Rabu, 23 Januari 2008

Perumnas IV, antara Kota dan Kabupaten (4)

Tarik Ulur di Tingkat Atas dan Bawah

Pemerintah Provinsi Kalbar bukan tak berupaya dalam sengketa batas wilayah Perumnas IV. Sejak tahun 2003, saat pemerintahan almarhum Aspar Aswin, Pemrov berupaya mencarikan jalan keluar kisruh Kota Pontianak dan Kabupaten Kubu Raya (dulu Kabupaten Pontianak, Red) itu. Hanya memang hingga pergantian kepemimpinan KB 1, persoalan tapal batas tidak terselesaikan.

Sudah beberapa kali, kata Kepala Biro Pemerintahan Pemprov Kalbar, Drs Sumarno, Pemprov melacack titik batas di lapangan. Salah satunya pada tanggal 20 April 2005 lalu. Namun pelacakan tersebut gagal karena belum ada kesepakatan antara Pemerintah Kota Pontianak dengan Pemerintah Kabupaten Pontianak waktu itu soal landasan yuridis formal yang digunakan. Di satu sisi, Pemerintah Kota Pontianak menghendaki SK Gubernur Nomor 03/SK/XIV Tanggal 11 Agustus 1964 tentang Batas Wilayah Kota Pontianak dengan Kabupaten Pontianak (sebelum Kabupaten Kubu Raya) direvisi. Gantinya, Pemrov harus mengeluarkan penetapan batas wilayah menggunakan SK Gubernur yang baru. Sementara itu, Pemerintah Kabupaten Pontianak tetap berpedoman pada SK Gubernur Nomor 03/SK/XIV Tanggal 11 Agustus 1964.
Sumarno menilai penyelesaian batas wilayah Perum IV harus melalui beberapa tahapan. Pertama, menetapkan batas wilayah sementara berdasarkan SK Gubernur Nomor 03/SK/XIV Tanggal 11 Agustus 1964 setelah melakukan pelacakan titik-titik batas di lapangan. Sementara itu, aspirasi masyarakat di Perum IV tetap ditampung untuk diproses sesuai mekanisme yang ada. Selanjutnya, hasil pelacakan berupa batas wilayah sementara tersebut harus mendapat persetujuan antara DPRD Kabupaten Kubu Raya dan DPRD Kota Pontianak serta Pemerintah Kota Pontianak dengan Pemerintah Kabupaten Kubu Raya. Apabila semua pihak sudah setuju tentang batas wilayah sementara yang ditetapkan, maka hasilnya disampaikan kepada DPRD Kalbar. DPRD Kalbar menyampaikan kepada Gubernur Kalbar untuk disampaikan ke Mendagri dan ditetapkan.

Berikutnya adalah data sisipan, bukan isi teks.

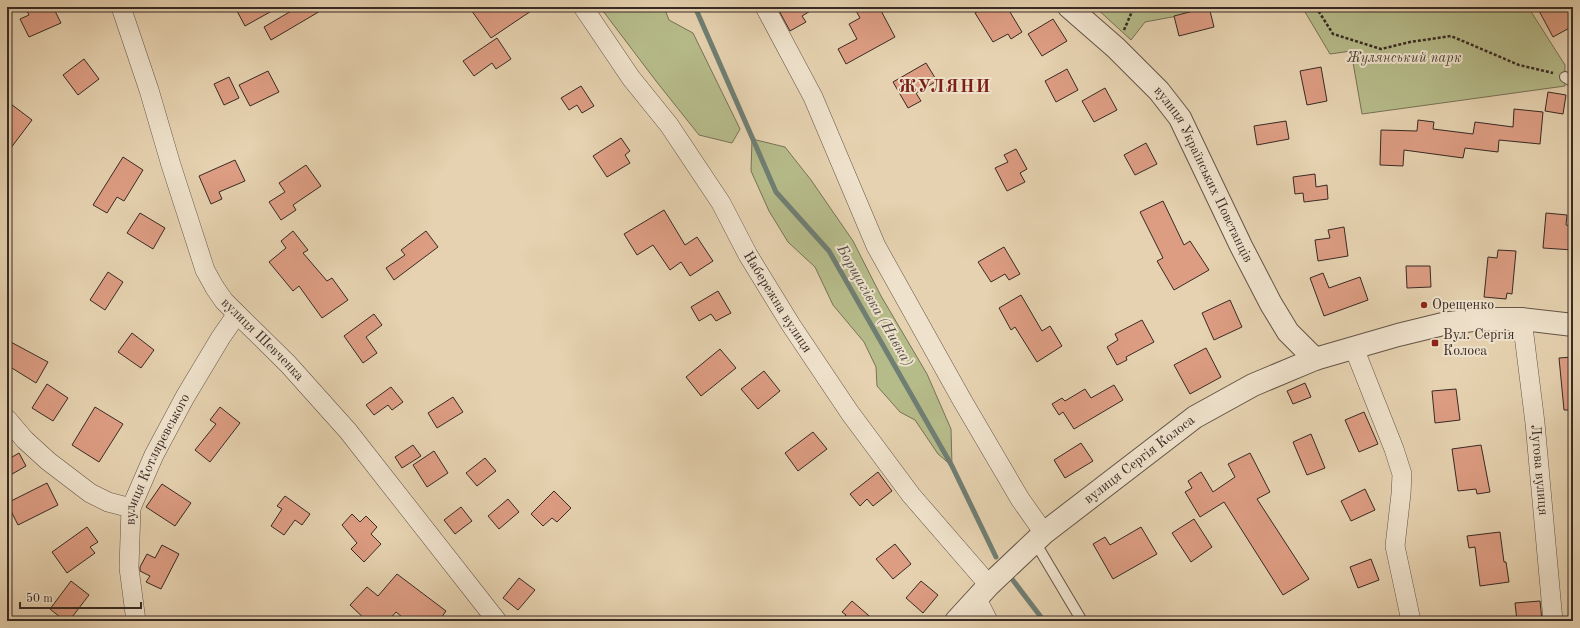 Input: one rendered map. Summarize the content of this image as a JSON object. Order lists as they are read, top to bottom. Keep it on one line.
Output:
{"streets":{"street":["вулиця Українських Повстанців","Набережна вулиця","вулиця Шевченка","вулиця Сергія Колоса","вулиця Котляревського","Лугова вулиця"]},"crossings":[["вулиця Українських Повстанців","вулиця Сергія Колоса"],["Набережна вулиця","вулиця Сергія Колоса"],["вулиця Шевченка","вулиця Котляревського"],["вулиця Сергія Колоса","Лугова вулиця"]],"districts":["ЖУЛЯНИ"],"water":["Борщагівка (Нивка)"],"parks":["Жулянський парк"],"places":{"other":["Орещенко"],"transit":["Вул. Сергія Колоса"]},"scale_bar":"50 m"} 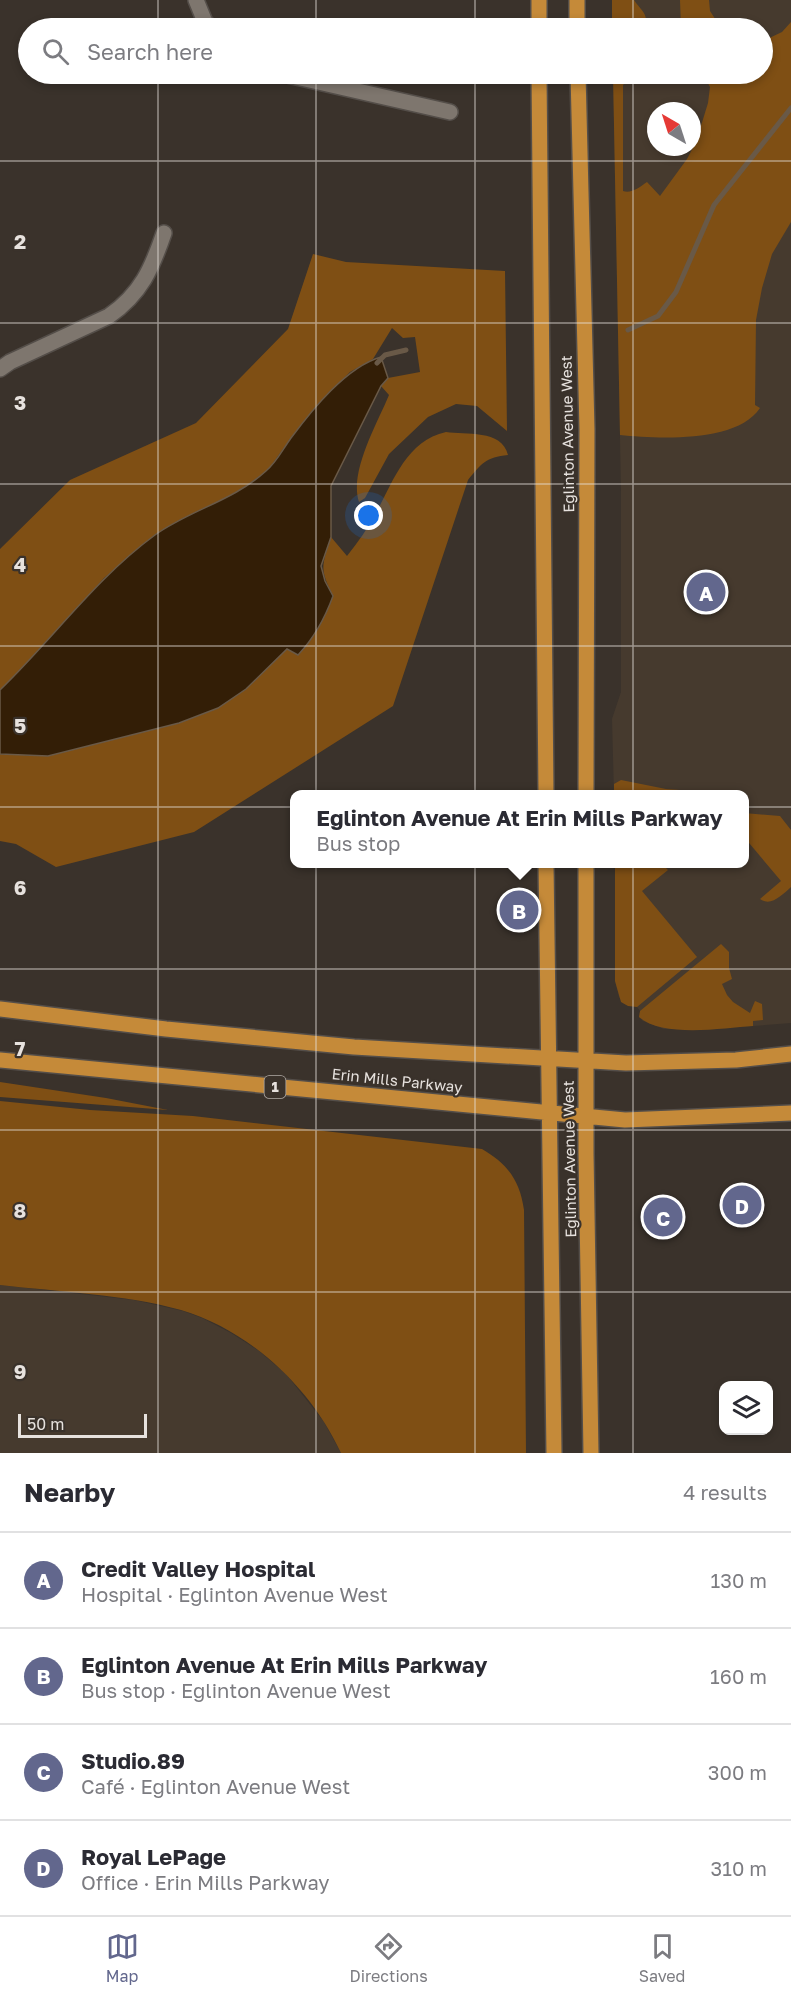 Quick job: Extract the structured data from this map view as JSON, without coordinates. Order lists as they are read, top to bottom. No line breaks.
{"streets":{"main road":["Eglinton Avenue West","Erin Mills Parkway","1"]},"crossings":[["Eglinton Avenue West","Erin Mills Parkway"]],"scale_bar":"50 m","north":"top left","page":{"search":"Search here","pins":["A","B","D","C"],"popup":["Eglinton Avenue At Erin Mills Parkway","Bus stop"],"scale":"50 m","heading":["Nearby","4 results"],"list":[{"mark":"A","name":"Credit Valley Hospital","note":"Hospital · Eglinton Avenue West","value":"130 m"},{"mark":"B","name":"Eglinton Avenue At Erin Mills Parkway","note":"Bus stop · Eglinton Avenue West","value":"160 m"},{"mark":"C","name":"Studio.89","note":"Café · Eglinton Avenue West","value":"300 m"},{"mark":"D","name":"Royal LePage","note":"Office · Erin Mills Parkway","value":"310 m"}],"nav":["Map","Directions","Saved"]},"grid":{"rows":["2","3","4","5","6","7","8","9"]}}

Namun suara-suara di bawah banyak yang simpang siur. Kalau sebelumnya sebagian besar masyarakat Perum IV menginginkan agar statusnya dikembalikan kepada asalnya. Sebaliknya komentar yang justru bertolak belakang menginginkan agar Perum IV dimasukkan ke wilayah Kabupaten Kubu Raya.

Seperti apa yang dikatakan Sutrisno Ketua RW 7 Perumnas IV Kecamatan Sungai Ambawang. Ia sudah lebih dari 15 tahun berdiam di Perum IV. Alasan yang disampaikannya sederhana, letak geografis dan status hukum wilayah Perum IV berada di Pemerintahan Kabupaten Pontianak (sekarang Kabupaten Kubu Raya, Red).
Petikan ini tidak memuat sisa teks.